Input records section start

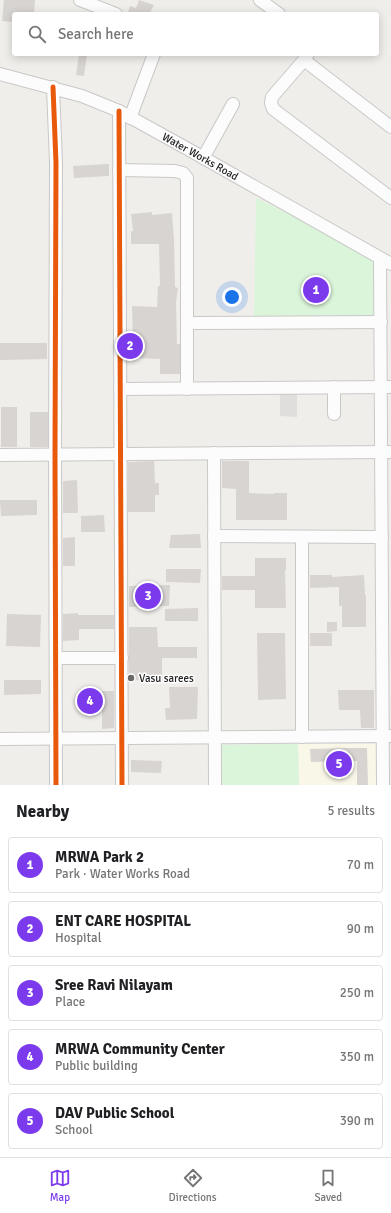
<!DOCTYPE html>
<meta charset="utf-8">
<style>
:root{--surface:#fff;--page:#f2f2f2;--text:#202124;--muted:#757577;--line:#e0e0e0;--accent:#7c3aed}
body{margin:0;font-family:Signika,sans-serif;background:var(--page);color:var(--text)}
.you{position:absolute;left:232px;top:297px;width:14px;height:14px;margin:-10px;border:3px solid #fff;border-radius:50%;background:#1a73e8;box-shadow:0 0 0 6px #1a73e833}
.badge{display:grid;place-items:center;width:26px;height:26px;border-radius:50%;background:var(--accent);color:#fff;font-size:13px;font-weight:700}
.pin{position:absolute;translate:-50% -50%;border:2px solid #fff;box-shadow:0 1px 4px #0006}
.list{margin:0;padding:0;list-style:none}
h2{display:flex;justify-content:space-between;align-items:center;height:52px;margin:0;padding:0 16px;font-size:17px}
h2 small{font-size:13px;font-weight:400;color:var(--muted)}
.list li{display:grid;grid-template-columns:26px 1fr auto;gap:12px;align-items:center;box-sizing:border-box;height:56px;margin:0 8px 8px;padding:0 8px;border:1px solid var(--line);border-radius:4px}
.list b{display:block;font-size:15px;white-space:nowrap}
.list p{margin:0;font-size:13px;white-space:nowrap;color:var(--muted)}
.list em{font-size:13px;font-style:normal;color:var(--muted)}
.icon{flex:none;width:22px;height:22px;fill:none;stroke:currentColor;stroke-width:2;stroke-linecap:round;stroke-linejoin:round}
.map{position:relative;flex:none;width:391px;height:785px;overflow:hidden}
.search{position:absolute;background:var(--surface);box-shadow:0 2px 10px #0003;left:12px;right:12px;top:12px;height:44px;display:flex;align-items:center;gap:10px;box-sizing:border-box;padding:0 14px;border-radius:4px;color:var(--muted);font-size:15px}
.sheet{height:372px;background:var(--surface)}
nav{display:flex;justify-content:space-around;align-items:center;box-sizing:border-box;height:56px;border-top:1px solid var(--line);background:var(--surface);font-size:11px;color:var(--muted)}
nav a{display:grid;justify-items:center;gap:2px}
nav .on{color:var(--accent)}
.map>svg:first-child{display:block}
.residential{fill:#dfdedc}
.education{fill:#f8f7e8}
.park{fill:#daf5da}
.building{fill:#d7d4d2}
.lines{fill:none;stroke-linecap:round;stroke-linejoin:round}
.minor-casing{stroke:#c9c8c7;stroke-width:14}
.minor{stroke:#fdfcfc;stroke-width:12}
.cycleway-casing{stroke:#fff;stroke-width:8}
.cycleway{stroke:#e8590c;stroke-width:5}
.poi-dot{fill:#6a6968;stroke:#fff;stroke-width:1.5}
.labels{text-anchor:middle;stroke-width:3;stroke-linejoin:round;paint-order:stroke}
.street-label{font-size:11px;fill:#222;stroke:#fff}
.poi-label{font-size:11px;fill:#222;stroke:#fff;text-anchor:start}
</style>
<div class="map">
<svg width="391" height="785" viewBox="0 0 391 785">
<rect width="100%" height="100%" fill="#f0eeeb"/>
<!-- residential -->
<polygon class="residential" points="280,393 297,393 297,417 280,416"/>
<!-- education -->
<polygon class="education" points="298,744 379,744 379,785 299,785"/>
<!-- park -->
<g class="park">
<polygon points="256,198 378,258 375,322 254,322"/>
<polygon points="298,744 299,785 221,785 220,745"/>
</g>
<!-- building -->
<g class="building">
<polygon points="4,0 35,0 34,14 14,14 14,22 2,21"/>
<polygon points="139,0 154,5 149,14 133,14 128,12 130,6 136,8"/>
<polygon points="79,54 87,54 84,76 76,75"/>
<polygon points="109,164 109,176 74,178 73,166"/>
<polygon points="152,212 152,215 172,213 174,240 175,287 178,288 176,302 177,344 180,344 180,374 160,374 160,359 132,358 133,340 132,306 157,307 158,286 160,286 159,244 131,244 131,231 133,231 131,214"/>
<polygon points="0,343 47,343 47,359 0,360"/>
<rect x="1" y="407" width="16" height="40"/>
<rect x="30" y="412" width="18" height="35"/>
<polygon points="154,461 155,483 159,483 159,495 155,495 155,512 128,512 128,462"/>
<polygon points="222,461 249,461 249,493 274,494 274,493 287,493 287,520 236,520 236,489 222,488"/>
<polygon points="77,480 78,513 63,513 63,481"/>
<polygon points="0,500 37,500 37,515 1,516"/>
<polygon points="104,515 105,532 81,532 81,516"/>
<polygon points="200,534 201,548 169,548 171,535"/>
<polygon points="75,537 75,566 63,566 63,538"/>
<polygon points="255,558 286,558 286,570 285,570 286,608 255,608 255,590 222,590 222,576 255,576"/>
<polygon points="166,569 201,569 200,583 166,582"/>
<polygon points="310,575 332,575 332,577 364,575 365,595 366,595 366,627 342,627 342,606 339,606 339,587 310,588"/>
<polygon points="170,585 169,606 129,607 129,586"/>
<polygon points="198,608 198,621 165,621 165,609"/>
<polygon points="78,613 78,615 114,615 114,629 79,629 79,640 63,641 63,614"/>
<polygon points="7,614 41,615 40,647 6,646"/>
<polygon points="327,622 337,622 337,631 327,632"/>
<polygon points="129,627 157,627 158,647 197,647 197,658 162,658 162,681 129,680"/>
<polygon points="257,633 285,633 286,699 258,700"/>
<rect x="310" y="633" width="22" height="13"/>
<polygon points="4,680 41,680 41,694 4,695"/>
<polygon points="169,687 198,687 197,719 166,720 165,708 170,708"/>
<polygon points="338,690 374,690 374,728 361,728 360,710 339,710"/>
<polygon points="102,691 114,691 114,728 102,729"/>
<polygon points="349,748 367,748 368,785 357,785 357,761 311,762 310,749"/>
<polygon points="131,760 162,761 161,773 131,772"/>
</g>
<g class="lines">
<defs>
<g id="minor">
<polyline points="80,0 116,14"/>
<polyline points="260,0 279,14"/>
<polyline points="308,54 304,60 272,97 271,103 273,109 391,198"/>
<polyline points="304,60 391,127"/>
<path id="s1" d="M0,74L82,96L119,111L186,148L391,264"/>
<polyline points="53,87 56,163 55,455 56,785"/>
<polyline points="119,111 122,785"/>
<polyline points="130,118 154,54"/>
<polyline points="203,158 233,104"/>
<polyline points="119,170 175,171 183,173 187,178 187,389"/>
<polyline points="380,259 383,785"/>
<polyline points="187,323 381,322"/>
<polyline points="120,389 391,387"/>
<polyline points="334,414 334,387"/>
<polyline points="214,453 215,785"/>
<polyline points="0,455 391,452"/>
<polyline points="214,536 382,537"/>
<polyline points="57,658 122,658"/>
<polyline points="302,737 302,537"/>
<polyline points="0,739 390,736"/>
</g>
</defs>
<!-- minor casing -->
<use href="#minor" class="minor-casing"/>
<!-- minor -->
<use href="#minor" class="minor"/>
<defs>
<g id="cycleway">
<polyline points="53,87 56,163 55,455 56,785"/>
<polyline points="119,111 122,785"/>
</g>
</defs>
<!-- cycleway casing -->
<use href="#cycleway" class="cycleway-casing"/>
<!-- cycleway -->
<use href="#cycleway" class="cycleway"/>
</g>
<!-- markers -->
<circle class="poi-dot" cx="131" cy="678" r="4"/>
<g class="labels">
<!-- street labels -->
<g class="street-label">
<text dy="4" stroke="none"><textPath href="#s1" startOffset="218">Water Works Road</textPath></text>
</g>
<!-- poi labels -->
<g class="poi-label">
<text x="139" y="682">Vasu sarees</text>
</g>
</g>
</svg>
<div class="you"></div>
<div class="pin badge" style="left:316px;top:290px">1</div>
<div class="pin badge" style="left:130px;top:346px">2</div>
<div class="pin badge" style="left:148px;top:596px">3</div>
<div class="pin badge" style="left:90px;top:701px">4</div>
<div class="pin badge" style="left:339px;top:764px">5</div>
<div class="search"><svg class="icon" aria-label="search" viewBox="0 0 24 24"><circle cx="10" cy="10" r="6"/><path d="M15 15l6 6"/></svg>Search here</div>
</div>
<section class="sheet">
<h2>Nearby<small>5 results</small></h2>
<ul class="list">
<li><span class="badge">1</span><div><b>MRWA Park 2</b><p>Park · Water Works Road</p></div><em>70 m</em></li>
<li><span class="badge">2</span><div><b>ENT CARE HOSPITAL</b><p>Hospital</p></div><em>90 m</em></li>
<li><span class="badge">3</span><div><b>Sree Ravi Nilayam</b><p>Place</p></div><em>250 m</em></li>
<li><span class="badge">4</span><div><b>MRWA Community Center</b><p>Public building</p></div><em>350 m</em></li>
<li><span class="badge">5</span><div><b>DAV Public School</b><p>School</p></div><em>390 m</em></li>
</ul>
</section>
<nav>
<a class="on"><svg class="icon" aria-label="map" viewBox="0 0 24 24"><path d="M3 6l6-2 6 2 6-2v14l-6 2-6-2-6 2zM9 4v14M15 6v14"/></svg>Map</a>
<a><svg class="icon" aria-label="directions" viewBox="0 0 24 24"><path d="M12 3l9 9-9 9-9-9zM9 14v-3h6M13 9l2 2-2 2"/></svg>Directions</a>
<a><svg class="icon" aria-label="saved" viewBox="0 0 24 24"><path d="M7 4h10v16l-5-4-5 4z"/></svg>Saved</a>
</nav>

Input records section end

**Goal of the exercise**
Scan the records above for the string "page", then report every line that contains it.

**Worked solution**
:root{--surface:#fff;--page:#f2f2f2;--text:#202124;--muted:#757577;--line:#e0e0e0;--accent:#7c3aed}
body{margin:0;font-family:Signika,sans-serif;background:var(--page);color:var(--text)}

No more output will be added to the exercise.